Tuesday, May 21, 2024

Andy Warhol | Blow Job / 1964

sex as eucharistic redemption

by Douglas Messerli

 

Andy Warhol (conceiver and director) Blow Job / 1964

 

Andy Warhol’s seminal gay sex film directly returns us, in 1964, to Jean Genet’s Un chant d’amour of 1950. Like Genet, Warhol demonstrates sexual acts without actually depicting them, allowing the imagination of any sympathetic viewer to fill in the spaces.


     We never see any of what Warhol described as the “five beautiful boys” sucking Bookwalter’s cock; and indeed, we never see the penis itself. Rather the director focuses on the actor’s beautiful face, alternating with his almost ecstatic movements as he raises his face upward in joy, and his vertically downward looks, presumably peering down at the five young boys sucking him off. *

     If nothing else, this is a film of an utter ecstasy that might also be compared with the work of another gay director, Robert Bresson’s horrific spiritual tortures of his Jeanne d’Arc. Like her, the central figure of Warhol’s film is quite literally being consumed by the fire licking his loins, which Warhol, through his constant alterations of light and dark—the camera at two instances releasing the film into a total bright white light that removes us even from the vision of the delighted sufferer—paralleling the rhythmic alterations of the mouth in its vertical movements. **

     For minutes, Bookwalter’s lovely face moves up in pleasure, alternating with downward glances, the camera turning his eyes into dark auras of acceptance, hinting at the heavenly and bodily incarnations of what we have always known sex is all about.

    The only clue that we have that the sexual act has been completed is when the actor takes out a cigarette, and like Genet’s figure, enjoys its equally sexual pleasures instead of the energetic actions below. In an odd way, this gesture is more sexual that his ecstatic enjoyments.

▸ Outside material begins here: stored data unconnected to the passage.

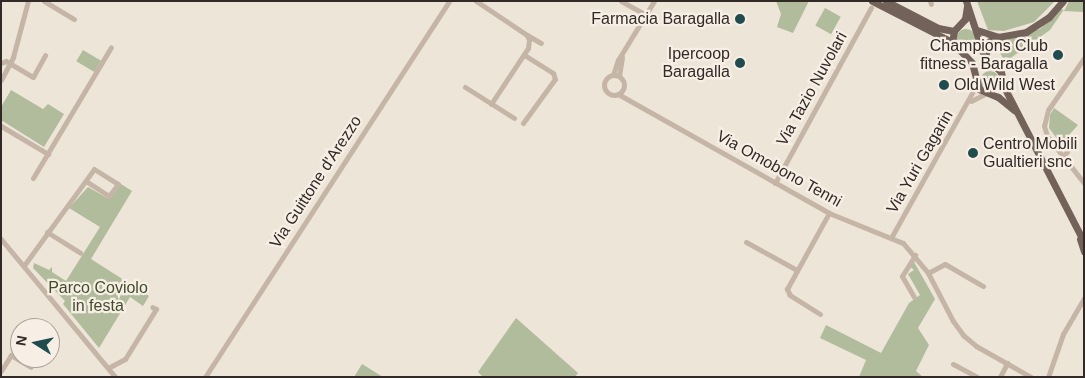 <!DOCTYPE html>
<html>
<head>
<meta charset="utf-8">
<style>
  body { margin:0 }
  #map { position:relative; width:1085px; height:378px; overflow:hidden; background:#eee5d9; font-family:Arial,sans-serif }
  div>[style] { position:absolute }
  .green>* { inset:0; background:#b0bc9b; transform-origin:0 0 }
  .round { border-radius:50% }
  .minor>* { height:5px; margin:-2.5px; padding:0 2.5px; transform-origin:2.5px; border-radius:2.5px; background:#c5b5a6 }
  .minor>.ring { margin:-2.5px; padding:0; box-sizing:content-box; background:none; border:5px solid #c5b5a6; border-radius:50% }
  .major>* { height:7px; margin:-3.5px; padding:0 3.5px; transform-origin:3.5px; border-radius:3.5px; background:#736259 }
  .dots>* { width:14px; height:14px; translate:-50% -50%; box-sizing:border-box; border:2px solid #f7efe5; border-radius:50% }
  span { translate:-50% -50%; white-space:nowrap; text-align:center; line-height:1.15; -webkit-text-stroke:4.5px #f7efe5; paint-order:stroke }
  .poi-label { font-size:16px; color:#322a26 }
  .right { translate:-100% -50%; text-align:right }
  .left { translate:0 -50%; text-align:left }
  .street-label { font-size:16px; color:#322a26 }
  .park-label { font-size:16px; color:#414e2d }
  .frame { position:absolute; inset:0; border:2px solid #322a26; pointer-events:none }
  .north { position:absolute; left:10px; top:318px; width:50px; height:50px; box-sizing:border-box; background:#f7efe5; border:1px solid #a8a099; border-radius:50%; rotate:280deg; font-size:14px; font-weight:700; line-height:20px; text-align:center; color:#322a26 }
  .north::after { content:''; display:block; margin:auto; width:18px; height:22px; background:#204b4f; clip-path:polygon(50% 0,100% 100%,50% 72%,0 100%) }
</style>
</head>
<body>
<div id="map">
  <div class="green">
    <div style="clip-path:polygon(776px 1px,809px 1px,793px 33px,777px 27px,781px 14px)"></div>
    <div style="clip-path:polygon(977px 1px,1055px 1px,1034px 22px,1004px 31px,988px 30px)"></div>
    <div style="clip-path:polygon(1069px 1px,1084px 1px,1084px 12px,1063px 11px,1050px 30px,1005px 62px,994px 42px,1040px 29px,1061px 8px,1064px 11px)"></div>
    <div style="left:825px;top:8px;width:18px;height:20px;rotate:29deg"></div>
    <div class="round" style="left:956px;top:29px;width:20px;height:20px"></div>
    <div style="left:83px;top:50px;width:21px;height:13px;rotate:31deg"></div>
    <div class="round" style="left:980px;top:71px;width:20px;height:20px"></div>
    <div style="clip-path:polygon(11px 90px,43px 109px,48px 104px,64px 114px,44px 147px,1px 120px,1px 107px)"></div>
    <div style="clip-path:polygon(1054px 108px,1078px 125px,1061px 144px,1049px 128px,1050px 115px)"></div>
    <div style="clip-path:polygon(121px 184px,132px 191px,91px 259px,149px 296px,143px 306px,130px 297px,99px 348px,63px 304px,65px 301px,33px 268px,34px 263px,49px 270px,52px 267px,52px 272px,66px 281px,100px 227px,69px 208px,88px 187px,109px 199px)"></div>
    <div style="clip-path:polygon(914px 262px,935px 299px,918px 328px,929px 345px,916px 371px,923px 377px,859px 377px,866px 360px,820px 338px,826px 325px,881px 353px,909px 303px,920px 295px,908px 274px,914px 270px,909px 266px)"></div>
    <div style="clip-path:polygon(516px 318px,578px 373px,575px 377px,483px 377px,478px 372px)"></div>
    <div style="clip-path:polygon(362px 364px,383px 377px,354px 377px)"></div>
  </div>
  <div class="minor">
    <div style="left:44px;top:1px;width:35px;rotate:31deg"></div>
    <div style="left:476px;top:1px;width:61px;rotate:33.7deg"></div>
    <div style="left:527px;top:35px;width:5px;rotate:68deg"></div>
    <div style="left:529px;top:40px;width:8px;rotate:97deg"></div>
    <div style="left:528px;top:48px;width:67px;rotate:123.5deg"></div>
    <div style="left:621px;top:1px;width:29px;rotate:29deg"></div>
    <div style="left:930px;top:1px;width:3px;rotate:72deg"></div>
    <div style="left:527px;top:35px;width:16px;rotate:30deg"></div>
    <div style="left:1084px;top:58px;width:63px;rotate:124.7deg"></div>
    <div style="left:1048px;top:110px;width:16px;rotate:104deg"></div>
    <div style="left:1044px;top:126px;width:10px;rotate:73deg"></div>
    <div style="left:1047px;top:136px;width:60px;rotate:51.8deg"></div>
    <div style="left:1px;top:63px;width:5px;rotate:-22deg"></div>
    <div style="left:6px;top:61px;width:31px;rotate:31deg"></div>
    <div style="left:33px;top:77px;width:25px;rotate:-61deg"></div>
    <div style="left:613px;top:75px;width:16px;rotate:-72deg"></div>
    <div style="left:618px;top:60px;width:69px;rotate:-58.6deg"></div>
    <div class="ring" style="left:604px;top:75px;width:15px;height:15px"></div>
    <div style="left:619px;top:76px;width:19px;rotate:-81deg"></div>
    <div style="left:1px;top:80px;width:26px;rotate:-62deg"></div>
    <div style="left:13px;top:57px;width:58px;rotate:-75deg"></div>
    <div style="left:465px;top:87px;width:58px;rotate:32.3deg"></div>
    <div style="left:618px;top:94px;width:242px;rotate:29.4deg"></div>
    <div style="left:829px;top:213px;width:80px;rotate:22.1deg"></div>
    <div style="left:903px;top:243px;width:39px;rotate:50deg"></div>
    <div style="left:928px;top:273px;width:54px;rotate:62.5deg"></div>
    <div style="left:953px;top:321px;width:17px;rotate:54deg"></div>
    <div style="left:963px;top:335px;width:17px;rotate:40deg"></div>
    <div style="left:976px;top:346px;width:63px;rotate:29.4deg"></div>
    <div style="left:971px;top:101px;width:16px;rotate:-27deg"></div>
    <div style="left:523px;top:123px;width:54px;rotate:-54deg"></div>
    <div style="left:555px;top:79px;width:6px;rotate:-108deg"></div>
    <div style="left:553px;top:73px;width:34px;rotate:-148deg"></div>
    <div style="left:1px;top:126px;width:55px;rotate:30.8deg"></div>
    <div style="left:1063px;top:157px;width:19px;rotate:-54deg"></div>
    <div style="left:33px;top:178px;width:152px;rotate:-59.2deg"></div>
    <div style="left:775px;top:183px;width:200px;rotate:-61.3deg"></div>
    <div style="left:47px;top:232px;width:39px;rotate:32deg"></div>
    <div style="left:892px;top:236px;width:174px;rotate:-60.8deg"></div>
    <div style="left:1px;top:239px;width:179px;rotate:50.4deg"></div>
    <div style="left:746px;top:242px;width:58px;rotate:28.8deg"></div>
    <div style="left:25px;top:264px;width:117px;rotate:-54deg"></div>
    <div style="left:94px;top:169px;width:28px;rotate:32deg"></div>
    <div style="left:118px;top:184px;width:15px;rotate:127deg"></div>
    <div style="left:109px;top:196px;width:27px;rotate:-147deg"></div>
    <div style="left:928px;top:273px;width:19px;rotate:-28deg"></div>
    <div style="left:945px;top:264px;width:44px;rotate:30.1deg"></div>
    <div style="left:914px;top:297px;width:24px;rotate:-120deg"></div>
    <div style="left:902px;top:276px;width:25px;rotate:-58deg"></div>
    <div style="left:820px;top:314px;width:36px;rotate:-148deg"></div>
    <div style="left:790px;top:295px;width:7px;rotate:-117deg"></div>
    <div style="left:787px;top:289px;width:87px;rotate:-61.1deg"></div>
    <div style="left:953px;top:364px;width:27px;rotate:28deg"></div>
    <div style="left:108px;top:368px;width:19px;rotate:-28deg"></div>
    <div style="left:125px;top:359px;width:59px;rotate:-58.2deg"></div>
    <div style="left:156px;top:309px;width:4px;rotate:-153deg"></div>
    <div style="left:1px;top:371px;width:19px;rotate:-58deg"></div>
    <div style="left:11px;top:355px;width:23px;rotate:31deg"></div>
    <div style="left:205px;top:377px;width:448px;rotate:-57deg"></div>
    <div style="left:1000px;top:377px;width:16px;rotate:-63deg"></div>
    <div style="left:1048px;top:377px;width:46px;rotate:-70.8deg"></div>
    <div style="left:1063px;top:334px;width:42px;rotate:-59.7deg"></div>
  </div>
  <div class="major">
    <div style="left:872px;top:1px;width:90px;rotate:27.1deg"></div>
    <div style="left:886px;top:1px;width:59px;rotate:27.4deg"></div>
    <div style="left:938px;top:28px;width:16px;rotate:11deg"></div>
    <div style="left:966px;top:1px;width:58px;rotate:71.9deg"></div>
    <div style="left:984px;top:56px;width:23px;rotate:43deg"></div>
    <div style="left:1001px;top:72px;width:17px;rotate:77deg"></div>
    <div style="left:1005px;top:89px;width:172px;rotate:62.7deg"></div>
    <div style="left:967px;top:6px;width:13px;rotate:99deg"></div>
    <div style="left:965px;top:19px;width:16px;rotate:133deg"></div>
    <div style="left:954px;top:31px;width:11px;rotate:100deg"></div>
    <div style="left:952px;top:42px;width:29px;rotate:46deg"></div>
    <div style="left:972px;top:63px;width:27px;rotate:75deg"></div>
    <div style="left:979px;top:89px;width:21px;rotate:23deg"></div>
    <div style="left:998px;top:97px;width:21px;rotate:39deg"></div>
    <div style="left:977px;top:30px;width:22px;rotate:18deg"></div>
    <div style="left:998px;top:37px;width:28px;rotate:-10deg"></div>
    <div style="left:1026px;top:32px;width:27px;rotate:-33deg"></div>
    <div style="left:1049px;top:17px;width:21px;rotate:-49deg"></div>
    <div style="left:985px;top:56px;width:16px;rotate:-72deg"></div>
    <div style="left:990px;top:41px;width:9px;rotate:-27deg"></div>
    <div style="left:1080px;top:239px;width:13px;rotate:72deg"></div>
  </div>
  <div class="dots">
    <div style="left:740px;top:19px;background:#204b4f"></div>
    <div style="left:1058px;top:55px;background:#204b4f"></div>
    <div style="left:740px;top:63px;background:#204b4f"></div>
    <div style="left:944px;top:85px;background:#204b4f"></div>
    <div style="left:973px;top:153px;background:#204b4f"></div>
  </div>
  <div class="poi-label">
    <span class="right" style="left:730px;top:19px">Farmacia Baragalla</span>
    <span class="right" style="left:1048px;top:55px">Champions Club<br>fitness - Baragalla</span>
    <span class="right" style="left:730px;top:63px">Ipercoop<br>Baragalla</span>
    <span class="left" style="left:954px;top:85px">Old Wild West</span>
    <span class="left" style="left:983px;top:153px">Centro Mobili<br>Gualtieri snc</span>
  </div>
  <div class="street-label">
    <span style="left:812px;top:89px;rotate:-61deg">Via Tazio Nuvolari</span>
    <span style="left:920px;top:162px;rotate:-60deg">Via Yuri Gagarin</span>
    <span style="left:779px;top:169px;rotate:29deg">Via Omobono Tenni</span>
    <span style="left:316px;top:182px;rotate:-57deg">Via Guittone d'Arezzo</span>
  </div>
  <div class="park-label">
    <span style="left:98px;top:297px">Parco Coviolo<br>in festa</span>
  </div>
  <div class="frame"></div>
  <div class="north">N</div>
</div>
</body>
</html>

In this simple act Bookwalter becomes somewhat of a gay icon himself, a kind of movie star that transcends his roughly-filmed sexual pleasure, which, in a sense was what Warhol’s factory was all about.

      Evidently, Warhol had originally invited Charles Rydell, the boyfriend of filmmaker Jerome Hill, to be the cinematic figure of Blowjob, but in disbelief of the request, Rydell never showed up for the shooting. The Factory hanger-on Bookwalter quickly replaced the missing actor. Warhol, despite the legend of his asexuality, most certainly could spot a beautiful man when he saw him, and the movie became a legendary statement of gay sexuality, centered on the beauty of its young discovery, who Warhol could apparently not even identify.

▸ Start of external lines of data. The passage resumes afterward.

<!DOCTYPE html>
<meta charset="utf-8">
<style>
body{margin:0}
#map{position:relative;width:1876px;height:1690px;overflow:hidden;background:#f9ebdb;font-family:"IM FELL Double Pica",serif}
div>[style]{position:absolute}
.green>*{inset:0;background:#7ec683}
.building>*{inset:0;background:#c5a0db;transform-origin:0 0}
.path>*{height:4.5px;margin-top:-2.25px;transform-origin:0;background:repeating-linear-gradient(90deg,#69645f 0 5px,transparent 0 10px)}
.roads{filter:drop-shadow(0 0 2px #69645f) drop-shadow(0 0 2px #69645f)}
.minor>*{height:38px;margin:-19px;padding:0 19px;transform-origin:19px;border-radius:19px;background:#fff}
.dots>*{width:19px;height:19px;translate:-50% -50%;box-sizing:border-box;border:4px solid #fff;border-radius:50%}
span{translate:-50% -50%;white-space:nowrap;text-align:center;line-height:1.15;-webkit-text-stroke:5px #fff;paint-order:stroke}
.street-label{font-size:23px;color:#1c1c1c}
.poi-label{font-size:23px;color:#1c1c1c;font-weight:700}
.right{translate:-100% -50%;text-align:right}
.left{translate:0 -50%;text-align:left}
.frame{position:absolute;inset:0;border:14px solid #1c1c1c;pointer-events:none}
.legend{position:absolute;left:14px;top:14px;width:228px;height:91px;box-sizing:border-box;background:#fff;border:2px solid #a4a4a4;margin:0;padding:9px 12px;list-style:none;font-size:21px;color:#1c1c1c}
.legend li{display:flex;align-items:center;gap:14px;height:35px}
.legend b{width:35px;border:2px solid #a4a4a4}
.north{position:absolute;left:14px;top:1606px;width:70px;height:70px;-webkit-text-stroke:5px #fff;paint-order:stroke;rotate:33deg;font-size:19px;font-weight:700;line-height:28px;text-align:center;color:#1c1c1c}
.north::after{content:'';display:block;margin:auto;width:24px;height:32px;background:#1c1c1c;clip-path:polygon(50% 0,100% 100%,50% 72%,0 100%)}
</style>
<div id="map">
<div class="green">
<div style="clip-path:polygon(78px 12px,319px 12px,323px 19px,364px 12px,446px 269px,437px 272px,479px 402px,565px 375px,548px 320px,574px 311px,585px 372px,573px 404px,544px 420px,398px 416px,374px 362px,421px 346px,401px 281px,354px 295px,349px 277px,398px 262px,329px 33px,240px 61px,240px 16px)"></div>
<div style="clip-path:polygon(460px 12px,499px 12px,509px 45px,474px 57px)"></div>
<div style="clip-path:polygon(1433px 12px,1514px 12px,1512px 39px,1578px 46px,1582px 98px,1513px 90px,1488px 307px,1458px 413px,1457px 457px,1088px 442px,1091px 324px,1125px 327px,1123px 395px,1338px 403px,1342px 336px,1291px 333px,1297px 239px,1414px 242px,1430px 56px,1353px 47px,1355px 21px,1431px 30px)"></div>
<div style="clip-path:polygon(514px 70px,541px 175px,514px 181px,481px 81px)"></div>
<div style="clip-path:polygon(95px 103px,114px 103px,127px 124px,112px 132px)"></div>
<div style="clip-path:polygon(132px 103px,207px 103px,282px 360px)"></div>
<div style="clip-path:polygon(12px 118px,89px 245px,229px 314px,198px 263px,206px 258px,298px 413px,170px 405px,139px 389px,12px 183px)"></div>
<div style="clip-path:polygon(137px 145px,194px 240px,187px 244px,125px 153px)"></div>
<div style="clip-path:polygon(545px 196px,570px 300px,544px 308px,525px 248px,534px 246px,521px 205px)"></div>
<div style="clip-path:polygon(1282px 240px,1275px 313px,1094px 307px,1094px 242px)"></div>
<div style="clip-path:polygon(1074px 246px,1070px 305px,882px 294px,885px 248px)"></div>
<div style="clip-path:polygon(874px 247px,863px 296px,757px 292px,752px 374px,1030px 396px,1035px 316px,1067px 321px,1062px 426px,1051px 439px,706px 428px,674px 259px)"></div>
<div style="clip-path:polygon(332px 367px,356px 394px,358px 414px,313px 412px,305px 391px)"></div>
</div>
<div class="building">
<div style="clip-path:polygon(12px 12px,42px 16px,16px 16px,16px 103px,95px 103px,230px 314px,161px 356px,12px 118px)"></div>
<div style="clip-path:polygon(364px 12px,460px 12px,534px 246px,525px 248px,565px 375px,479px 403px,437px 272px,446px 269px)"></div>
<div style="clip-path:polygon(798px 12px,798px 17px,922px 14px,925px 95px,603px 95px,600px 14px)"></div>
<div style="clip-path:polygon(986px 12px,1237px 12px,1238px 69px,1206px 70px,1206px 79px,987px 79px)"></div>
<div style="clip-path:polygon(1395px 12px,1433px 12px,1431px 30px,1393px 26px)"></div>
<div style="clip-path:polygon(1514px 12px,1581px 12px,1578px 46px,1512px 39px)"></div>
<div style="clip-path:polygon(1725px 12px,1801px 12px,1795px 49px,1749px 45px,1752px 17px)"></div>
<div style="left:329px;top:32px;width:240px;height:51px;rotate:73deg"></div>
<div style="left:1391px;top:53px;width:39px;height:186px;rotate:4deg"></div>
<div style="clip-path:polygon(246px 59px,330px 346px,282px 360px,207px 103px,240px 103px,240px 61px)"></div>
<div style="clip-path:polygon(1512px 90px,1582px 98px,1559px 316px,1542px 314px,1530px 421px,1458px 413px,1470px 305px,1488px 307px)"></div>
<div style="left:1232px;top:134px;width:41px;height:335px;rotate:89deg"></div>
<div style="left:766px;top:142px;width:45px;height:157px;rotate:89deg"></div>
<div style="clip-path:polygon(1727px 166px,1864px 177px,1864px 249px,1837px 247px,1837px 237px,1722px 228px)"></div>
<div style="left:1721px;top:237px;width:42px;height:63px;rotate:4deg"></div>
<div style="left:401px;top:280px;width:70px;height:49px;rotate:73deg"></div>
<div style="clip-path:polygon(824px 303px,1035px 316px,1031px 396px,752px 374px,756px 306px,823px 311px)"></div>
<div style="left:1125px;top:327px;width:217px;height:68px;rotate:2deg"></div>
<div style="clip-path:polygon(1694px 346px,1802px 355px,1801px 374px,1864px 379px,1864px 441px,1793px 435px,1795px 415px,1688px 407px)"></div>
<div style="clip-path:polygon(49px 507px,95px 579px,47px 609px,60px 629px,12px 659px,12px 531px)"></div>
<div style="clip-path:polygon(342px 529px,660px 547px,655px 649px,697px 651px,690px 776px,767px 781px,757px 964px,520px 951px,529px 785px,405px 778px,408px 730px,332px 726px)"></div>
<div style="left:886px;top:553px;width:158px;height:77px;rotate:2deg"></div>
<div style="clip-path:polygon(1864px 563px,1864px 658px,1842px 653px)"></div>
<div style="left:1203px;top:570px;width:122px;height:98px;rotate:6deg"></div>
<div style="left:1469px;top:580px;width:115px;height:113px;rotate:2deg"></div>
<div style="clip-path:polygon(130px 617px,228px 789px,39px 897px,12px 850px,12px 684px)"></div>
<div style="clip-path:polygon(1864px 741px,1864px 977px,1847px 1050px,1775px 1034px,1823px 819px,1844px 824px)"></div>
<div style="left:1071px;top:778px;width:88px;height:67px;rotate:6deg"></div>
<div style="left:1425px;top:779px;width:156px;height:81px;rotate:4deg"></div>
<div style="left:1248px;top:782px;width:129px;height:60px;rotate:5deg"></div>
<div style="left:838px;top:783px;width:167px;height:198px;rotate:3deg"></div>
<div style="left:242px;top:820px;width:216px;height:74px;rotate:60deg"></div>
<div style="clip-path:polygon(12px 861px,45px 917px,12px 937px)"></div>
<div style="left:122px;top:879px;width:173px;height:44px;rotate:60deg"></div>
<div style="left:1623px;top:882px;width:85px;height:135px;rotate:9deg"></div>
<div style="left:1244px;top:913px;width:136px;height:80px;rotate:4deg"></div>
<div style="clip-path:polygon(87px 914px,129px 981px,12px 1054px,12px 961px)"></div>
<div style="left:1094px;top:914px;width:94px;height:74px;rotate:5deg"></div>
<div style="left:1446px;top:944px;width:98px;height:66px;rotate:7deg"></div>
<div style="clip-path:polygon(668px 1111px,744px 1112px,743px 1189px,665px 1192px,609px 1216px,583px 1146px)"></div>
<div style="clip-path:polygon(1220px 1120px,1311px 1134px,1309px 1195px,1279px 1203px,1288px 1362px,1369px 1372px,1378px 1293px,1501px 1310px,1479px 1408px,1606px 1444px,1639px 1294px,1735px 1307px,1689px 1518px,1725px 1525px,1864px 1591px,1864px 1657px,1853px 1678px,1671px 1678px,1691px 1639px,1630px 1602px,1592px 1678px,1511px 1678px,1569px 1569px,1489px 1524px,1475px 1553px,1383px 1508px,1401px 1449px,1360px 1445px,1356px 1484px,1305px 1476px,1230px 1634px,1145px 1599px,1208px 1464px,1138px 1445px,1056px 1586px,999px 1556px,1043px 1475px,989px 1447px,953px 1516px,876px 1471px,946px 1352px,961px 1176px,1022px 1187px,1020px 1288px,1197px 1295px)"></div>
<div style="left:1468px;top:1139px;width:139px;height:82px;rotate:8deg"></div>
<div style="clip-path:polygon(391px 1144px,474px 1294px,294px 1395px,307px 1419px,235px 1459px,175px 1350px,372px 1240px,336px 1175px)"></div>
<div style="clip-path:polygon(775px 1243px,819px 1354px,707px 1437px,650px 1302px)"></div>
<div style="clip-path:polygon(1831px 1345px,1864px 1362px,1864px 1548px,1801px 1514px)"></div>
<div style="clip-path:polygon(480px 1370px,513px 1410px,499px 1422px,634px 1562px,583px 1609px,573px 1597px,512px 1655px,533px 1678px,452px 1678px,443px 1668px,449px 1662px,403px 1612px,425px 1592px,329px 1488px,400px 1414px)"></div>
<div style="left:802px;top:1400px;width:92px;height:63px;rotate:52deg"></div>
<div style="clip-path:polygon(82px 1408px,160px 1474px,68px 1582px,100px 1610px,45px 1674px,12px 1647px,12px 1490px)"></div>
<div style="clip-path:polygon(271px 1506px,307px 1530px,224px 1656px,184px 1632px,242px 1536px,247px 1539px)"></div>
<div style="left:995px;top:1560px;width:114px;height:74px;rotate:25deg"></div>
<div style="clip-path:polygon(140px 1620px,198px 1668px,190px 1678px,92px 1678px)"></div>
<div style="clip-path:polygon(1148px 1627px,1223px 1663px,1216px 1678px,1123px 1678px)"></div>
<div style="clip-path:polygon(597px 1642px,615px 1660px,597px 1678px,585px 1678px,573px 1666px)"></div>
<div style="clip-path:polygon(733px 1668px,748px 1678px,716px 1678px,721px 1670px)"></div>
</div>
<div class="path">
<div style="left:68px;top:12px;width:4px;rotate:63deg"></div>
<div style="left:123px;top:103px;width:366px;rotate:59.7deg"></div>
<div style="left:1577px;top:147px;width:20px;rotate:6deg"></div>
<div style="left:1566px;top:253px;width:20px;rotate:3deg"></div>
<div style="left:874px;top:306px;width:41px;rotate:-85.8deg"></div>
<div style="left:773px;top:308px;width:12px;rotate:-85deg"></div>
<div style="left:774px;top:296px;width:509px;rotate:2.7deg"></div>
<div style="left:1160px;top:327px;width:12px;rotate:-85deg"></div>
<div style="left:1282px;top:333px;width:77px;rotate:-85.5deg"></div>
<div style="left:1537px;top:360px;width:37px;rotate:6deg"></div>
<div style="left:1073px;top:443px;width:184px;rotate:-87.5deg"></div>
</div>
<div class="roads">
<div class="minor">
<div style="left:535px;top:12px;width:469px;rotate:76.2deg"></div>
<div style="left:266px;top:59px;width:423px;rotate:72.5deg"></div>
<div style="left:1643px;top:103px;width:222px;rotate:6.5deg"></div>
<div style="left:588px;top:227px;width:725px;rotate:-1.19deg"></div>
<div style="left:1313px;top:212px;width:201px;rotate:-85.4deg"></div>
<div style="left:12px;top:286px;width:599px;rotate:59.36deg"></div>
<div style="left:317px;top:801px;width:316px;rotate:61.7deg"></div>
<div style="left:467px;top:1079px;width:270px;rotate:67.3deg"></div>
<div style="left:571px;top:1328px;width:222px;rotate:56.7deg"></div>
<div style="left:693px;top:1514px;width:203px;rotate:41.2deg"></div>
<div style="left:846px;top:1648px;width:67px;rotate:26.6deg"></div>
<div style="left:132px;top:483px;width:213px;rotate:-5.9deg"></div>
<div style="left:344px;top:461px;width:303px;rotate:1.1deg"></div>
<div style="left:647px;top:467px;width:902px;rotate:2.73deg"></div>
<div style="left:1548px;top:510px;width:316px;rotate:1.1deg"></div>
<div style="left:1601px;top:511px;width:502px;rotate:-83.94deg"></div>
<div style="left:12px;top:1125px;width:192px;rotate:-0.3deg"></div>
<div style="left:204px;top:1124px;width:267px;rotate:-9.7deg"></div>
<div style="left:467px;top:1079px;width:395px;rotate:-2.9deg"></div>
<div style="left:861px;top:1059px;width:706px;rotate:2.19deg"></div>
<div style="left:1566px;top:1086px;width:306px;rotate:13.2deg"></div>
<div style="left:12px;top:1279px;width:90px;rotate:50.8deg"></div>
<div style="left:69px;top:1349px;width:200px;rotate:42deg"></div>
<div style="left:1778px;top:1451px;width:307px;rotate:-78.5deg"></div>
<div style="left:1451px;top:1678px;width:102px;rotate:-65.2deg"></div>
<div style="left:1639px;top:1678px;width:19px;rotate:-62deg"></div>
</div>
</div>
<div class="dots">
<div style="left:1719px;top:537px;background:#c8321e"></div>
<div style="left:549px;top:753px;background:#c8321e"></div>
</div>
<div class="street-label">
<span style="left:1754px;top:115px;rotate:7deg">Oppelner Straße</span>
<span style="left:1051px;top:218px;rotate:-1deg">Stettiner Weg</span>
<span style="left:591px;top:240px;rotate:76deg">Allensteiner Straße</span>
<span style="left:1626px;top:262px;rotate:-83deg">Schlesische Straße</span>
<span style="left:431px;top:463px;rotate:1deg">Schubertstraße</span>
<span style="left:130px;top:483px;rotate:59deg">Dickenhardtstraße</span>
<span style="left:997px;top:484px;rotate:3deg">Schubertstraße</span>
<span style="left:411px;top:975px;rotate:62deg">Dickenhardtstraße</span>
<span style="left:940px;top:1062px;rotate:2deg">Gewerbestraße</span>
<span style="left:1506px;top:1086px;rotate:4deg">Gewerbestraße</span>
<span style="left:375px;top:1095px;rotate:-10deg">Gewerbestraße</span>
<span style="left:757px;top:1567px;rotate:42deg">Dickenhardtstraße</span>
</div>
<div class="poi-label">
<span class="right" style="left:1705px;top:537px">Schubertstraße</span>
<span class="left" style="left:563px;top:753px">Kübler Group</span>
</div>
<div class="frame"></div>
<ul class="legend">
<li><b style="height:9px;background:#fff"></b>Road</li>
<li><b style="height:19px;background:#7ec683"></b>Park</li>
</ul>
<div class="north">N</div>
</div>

      Legend has it that not all of the “five boys” (sounding a bit like the promised 72 virgins of Islamic matryhood) showed up for the shooting.


    Does it matter? Somebody or several somebody’s sucked the would-be actor into a nirvana of intense pleasure, desire, and disdain that reechoed Genet in the US gay audiences’ consciousness and changed the notion of how to present gay love upon the screen.

    Throughout Warhol’s career, in movie after movie, he built up an entire world of artistic gay-centered productions which helped to break through the barrier that, in the very same period, the cultural and legalistic authorities were determined to quell.

     I was living in Norway the year this short film was made, soon to return with a great deal of gay-angst, which a couple of years later would break out into just such the organistic enjoyment that Warhol had shoved onto the screen. I later met some of his cinematic collaborators such as Ronald Tavel and Gerard Malanga, the former of whom I quite admired.

     If Blowjob is not exactly a profound statement, it nonetheless affected the world of its time, helping us to comprehend that sex was not something to hide, but a delightful release into space that was still inexplicably something to keep hidden for most of the world population. Sex, in Warhol’s films, was a joyful acceptance of the way things truly were: a loving expression of a new kind of Eucharistic redemption.

     For both Genet and Warhol, gay sex suddenly became a new kind of expression of love in a world of hate, even if Warhol’s violent death and AIDS eventually helped to destroy that would-be myth.

 

*We are never shown who is actually providing the fellatio pleasures to the central figure, the beautiful look-alike James Dean figure, DeVeren Bookwalter; it is rumored to have been filmmaker director Willard Maas, the five boys, as I mention above, not all showing up.

**When I was young, I was never much into “blow jobs”; I have a severe gag response as a provider, and I generally preferred other sexual releases involving being a top and bottom to a good suck. But in one instance in a sleazy gay hangout, I came upon a young man who wanted only to provide me with his services. It was the very best blow-job I have ever had in my life, which strangely today I can even recall.

 

Los Angeles, December 30, 2019

Reprinted from World Cinema Review (December 2019).